Problem to work on: Could you retype every entry below exactly as written?

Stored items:

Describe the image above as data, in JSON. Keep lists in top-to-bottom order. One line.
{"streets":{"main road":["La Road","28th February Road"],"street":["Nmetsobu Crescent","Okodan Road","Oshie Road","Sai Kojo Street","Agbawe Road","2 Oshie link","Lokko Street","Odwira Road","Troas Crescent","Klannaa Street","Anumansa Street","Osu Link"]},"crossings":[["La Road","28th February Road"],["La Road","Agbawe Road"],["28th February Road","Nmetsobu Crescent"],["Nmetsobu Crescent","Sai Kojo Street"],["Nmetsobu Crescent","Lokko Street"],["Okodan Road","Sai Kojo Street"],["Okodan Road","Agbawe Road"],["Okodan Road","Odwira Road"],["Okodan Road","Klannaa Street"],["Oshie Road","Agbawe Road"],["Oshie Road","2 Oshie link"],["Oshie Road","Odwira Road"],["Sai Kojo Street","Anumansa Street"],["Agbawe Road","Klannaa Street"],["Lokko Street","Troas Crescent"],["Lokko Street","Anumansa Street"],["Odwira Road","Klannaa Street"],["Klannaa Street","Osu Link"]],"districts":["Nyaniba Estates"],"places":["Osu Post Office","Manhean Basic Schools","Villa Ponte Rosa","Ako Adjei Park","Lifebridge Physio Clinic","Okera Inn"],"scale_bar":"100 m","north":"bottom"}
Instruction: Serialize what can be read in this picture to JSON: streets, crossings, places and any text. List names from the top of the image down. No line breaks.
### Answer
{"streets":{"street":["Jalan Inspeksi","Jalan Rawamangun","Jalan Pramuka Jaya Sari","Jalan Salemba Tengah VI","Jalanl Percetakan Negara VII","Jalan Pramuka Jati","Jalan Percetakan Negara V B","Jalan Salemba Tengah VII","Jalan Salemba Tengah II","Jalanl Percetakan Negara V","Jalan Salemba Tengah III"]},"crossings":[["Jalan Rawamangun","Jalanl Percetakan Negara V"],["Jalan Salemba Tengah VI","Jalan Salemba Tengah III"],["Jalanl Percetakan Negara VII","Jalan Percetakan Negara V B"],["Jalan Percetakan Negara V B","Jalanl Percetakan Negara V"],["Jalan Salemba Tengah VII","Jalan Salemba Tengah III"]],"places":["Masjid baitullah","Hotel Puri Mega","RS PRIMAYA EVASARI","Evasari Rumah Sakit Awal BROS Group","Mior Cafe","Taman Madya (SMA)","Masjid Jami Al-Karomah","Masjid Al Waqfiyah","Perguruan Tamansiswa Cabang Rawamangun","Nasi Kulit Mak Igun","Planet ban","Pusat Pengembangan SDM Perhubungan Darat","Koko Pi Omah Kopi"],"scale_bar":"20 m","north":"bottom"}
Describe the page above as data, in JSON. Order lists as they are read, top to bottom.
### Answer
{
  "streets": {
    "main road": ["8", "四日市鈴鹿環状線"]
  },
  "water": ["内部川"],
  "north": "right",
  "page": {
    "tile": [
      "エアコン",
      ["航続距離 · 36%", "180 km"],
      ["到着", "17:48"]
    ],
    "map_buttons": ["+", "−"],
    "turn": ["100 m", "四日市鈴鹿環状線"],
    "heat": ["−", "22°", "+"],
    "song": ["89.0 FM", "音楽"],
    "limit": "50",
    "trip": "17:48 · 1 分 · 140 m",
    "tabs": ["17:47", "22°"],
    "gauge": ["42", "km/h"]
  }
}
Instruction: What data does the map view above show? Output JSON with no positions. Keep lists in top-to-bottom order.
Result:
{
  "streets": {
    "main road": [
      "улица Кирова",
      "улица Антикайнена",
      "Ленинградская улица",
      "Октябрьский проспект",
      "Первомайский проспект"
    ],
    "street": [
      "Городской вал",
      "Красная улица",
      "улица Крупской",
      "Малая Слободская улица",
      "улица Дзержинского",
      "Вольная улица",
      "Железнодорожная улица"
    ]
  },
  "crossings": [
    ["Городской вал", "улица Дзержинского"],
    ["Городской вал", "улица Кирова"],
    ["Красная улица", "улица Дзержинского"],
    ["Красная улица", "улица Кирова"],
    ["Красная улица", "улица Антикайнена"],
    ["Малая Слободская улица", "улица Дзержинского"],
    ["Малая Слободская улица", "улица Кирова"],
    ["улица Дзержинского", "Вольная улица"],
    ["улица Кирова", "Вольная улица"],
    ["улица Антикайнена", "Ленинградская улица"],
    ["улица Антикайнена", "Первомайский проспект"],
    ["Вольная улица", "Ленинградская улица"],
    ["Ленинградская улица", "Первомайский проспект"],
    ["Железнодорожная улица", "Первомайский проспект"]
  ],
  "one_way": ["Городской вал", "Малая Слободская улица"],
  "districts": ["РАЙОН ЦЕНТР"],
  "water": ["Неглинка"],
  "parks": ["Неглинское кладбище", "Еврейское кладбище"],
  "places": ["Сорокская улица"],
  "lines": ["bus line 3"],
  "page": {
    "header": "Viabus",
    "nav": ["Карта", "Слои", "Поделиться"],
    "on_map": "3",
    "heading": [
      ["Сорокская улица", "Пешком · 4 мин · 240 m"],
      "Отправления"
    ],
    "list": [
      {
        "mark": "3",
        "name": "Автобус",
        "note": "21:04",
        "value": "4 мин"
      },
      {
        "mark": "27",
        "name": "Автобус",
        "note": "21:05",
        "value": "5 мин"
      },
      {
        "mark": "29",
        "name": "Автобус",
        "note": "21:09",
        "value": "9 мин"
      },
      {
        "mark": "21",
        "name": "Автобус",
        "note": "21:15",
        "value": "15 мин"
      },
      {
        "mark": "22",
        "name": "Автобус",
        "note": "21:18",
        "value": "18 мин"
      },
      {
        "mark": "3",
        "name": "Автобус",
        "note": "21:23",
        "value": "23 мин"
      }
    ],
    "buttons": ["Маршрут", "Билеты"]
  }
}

Result of this exercise:
Describe the image above as data, in JSON. Keep lists in top-to-bottom order. One line.
{"streets":{"main road":["La Road","28th February Road"],"street":["Nmetsobu Crescent","Okodan Road","Oshie Road","Sai Kojo Street","Agbawe Road","2 Oshie link","Lokko Street","Odwira Road","Troas Crescent","Klannaa Street","Anumansa Street","Osu Link"]},"crossings":[["La Road","28th February Road"],["La Road","Agbawe Road"],["28th February Road","Nmetsobu Crescent"],["Nmetsobu Crescent","Sai Kojo Street"],["Nmetsobu Crescent","Lokko Street"],["Okodan Road","Sai Kojo Street"],["Okodan Road","Agbawe Road"],["Okodan Road","Odwira Road"],["Okodan Road","Klannaa Street"],["Oshie Road","Agbawe Road"],["Oshie Road","2 Oshie link"],["Oshie Road","Odwira Road"],["Sai Kojo Street","Anumansa Street"],["Agbawe Road","Klannaa Street"],["Lokko Street","Troas Crescent"],["Lokko Street","Anumansa Street"],["Odwira Road","Klannaa Street"],["Klannaa Street","Osu Link"]],"districts":["Nyaniba Estates"],"places":["Osu Post Office","Manhean Basic Schools","Villa Ponte Rosa","Ako Adjei Park","Lifebridge Physio Clinic","Okera Inn"],"scale_bar":"100 m","north":"bottom"}
Instruction: Serialize what can be read in this picture to JSON: streets, crossings, places and any text. List names from the top of the image down. No line breaks.
### Answer
{"streets":{"street":["Jalan Inspeksi","Jalan Rawamangun","Jalan Pramuka Jaya Sari","Jalan Salemba Tengah VI","Jalanl Percetakan Negara VII","Jalan Pramuka Jati","Jalan Percetakan Negara V B","Jalan Salemba Tengah VII","Jalan Salemba Tengah II","Jalanl Percetakan Negara V","Jalan Salemba Tengah III"]},"crossings":[["Jalan Rawamangun","Jalanl Percetakan Negara V"],["Jalan Salemba Tengah VI","Jalan Salemba Tengah III"],["Jalanl Percetakan Negara VII","Jalan Percetakan Negara V B"],["Jalan Percetakan Negara V B","Jalanl Percetakan Negara V"],["Jalan Salemba Tengah VII","Jalan Salemba Tengah III"]],"places":["Masjid baitullah","Hotel Puri Mega","RS PRIMAYA EVASARI","Evasari Rumah Sakit Awal BROS Group","Mior Cafe","Taman Madya (SMA)","Masjid Jami Al-Karomah","Masjid Al Waqfiyah","Perguruan Tamansiswa Cabang Rawamangun","Nasi Kulit Mak Igun","Planet ban","Pusat Pengembangan SDM Perhubungan Darat","Koko Pi Omah Kopi"],"scale_bar":"20 m","north":"bottom"}
Describe the page above as data, in JSON. Order lists as they are read, top to bottom.
### Answer
{
  "streets": {
    "main road": ["8", "四日市鈴鹿環状線"]
  },
  "water": ["内部川"],
  "north": "right",
  "page": {
    "tile": [
      "エアコン",
      ["航続距離 · 36%", "180 km"],
      ["到着", "17:48"]
    ],
    "map_buttons": ["+", "−"],
    "turn": ["100 m", "四日市鈴鹿環状線"],
    "heat": ["−", "22°", "+"],
    "song": ["89.0 FM", "音楽"],
    "limit": "50",
    "trip": "17:48 · 1 分 · 140 m",
    "tabs": ["17:47", "22°"],
    "gauge": ["42", "km/h"]
  }
}
Instruction: What data does the map view above show? Output JSON with no positions. Keep lists in top-to-bottom order.
Result:
{
  "streets": {
    "main road": [
      "улица Кирова",
      "улица Антикайнена",
      "Ленинградская улица",
      "Октябрьский проспект",
      "Первомайский проспект"
    ],
    "street": [
      "Городской вал",
      "Красная улица",
      "улица Крупской",
      "Малая Слободская улица",
      "улица Дзержинского",
      "Вольная улица",
      "Железнодорожная улица"
    ]
  },
  "crossings": [
    ["Городской вал", "улица Дзержинского"],
    ["Городской вал", "улица Кирова"],
    ["Красная улица", "улица Дзержинского"],
    ["Красная улица", "улица Кирова"],
    ["Красная улица", "улица Антикайнена"],
    ["Малая Слободская улица", "улица Дзержинского"],
    ["Малая Слободская улица", "улица Кирова"],
    ["улица Дзержинского", "Вольная улица"],
    ["улица Кирова", "Вольная улица"],
    ["улица Антикайнена", "Ленинградская улица"],
    ["улица Антикайнена", "Первомайский проспект"],
    ["Вольная улица", "Ленинградская улица"],
    ["Ленинградская улица", "Первомайский проспект"],
    ["Железнодорожная улица", "Первомайский проспект"]
  ],
  "one_way": ["Городской вал", "Малая Слободская улица"],
  "districts": ["РАЙОН ЦЕНТР"],
  "water": ["Неглинка"],
  "parks": ["Неглинское кладбище", "Еврейское кладбище"],
  "places": ["Сорокская улица"],
  "lines": ["bus line 3"],
  "page": {
    "header": "Viabus",
    "nav": ["Карта", "Слои", "Поделиться"],
    "on_map": "3",
    "heading": [
      ["Сорокская улица", "Пешком · 4 мин · 240 m"],
      "Отправления"
    ],
    "list": [
      {
        "mark": "3",
        "name": "Автобус",
        "note": "21:04",
        "value": "4 мин"
      },
      {
        "mark": "27",
        "name": "Автобус",
        "note": "21:05",
        "value": "5 мин"
      },
      {
        "mark": "29",
        "name": "Автобус",
        "note": "21:09",
        "value": "9 мин"
      },
      {
        "mark": "21",
        "name": "Автобус",
        "note": "21:15",
        "value": "15 мин"
      },
      {
        "mark": "22",
        "name": "Автобус",
        "note": "21:18",
        "value": "18 мин"
      },
      {
        "mark": "3",
        "name": "Автобус",
        "note": "21:23",
        "value": "23 мин"
      }
    ],
    "buttons": ["Маршрут", "Билеты"]
  }
}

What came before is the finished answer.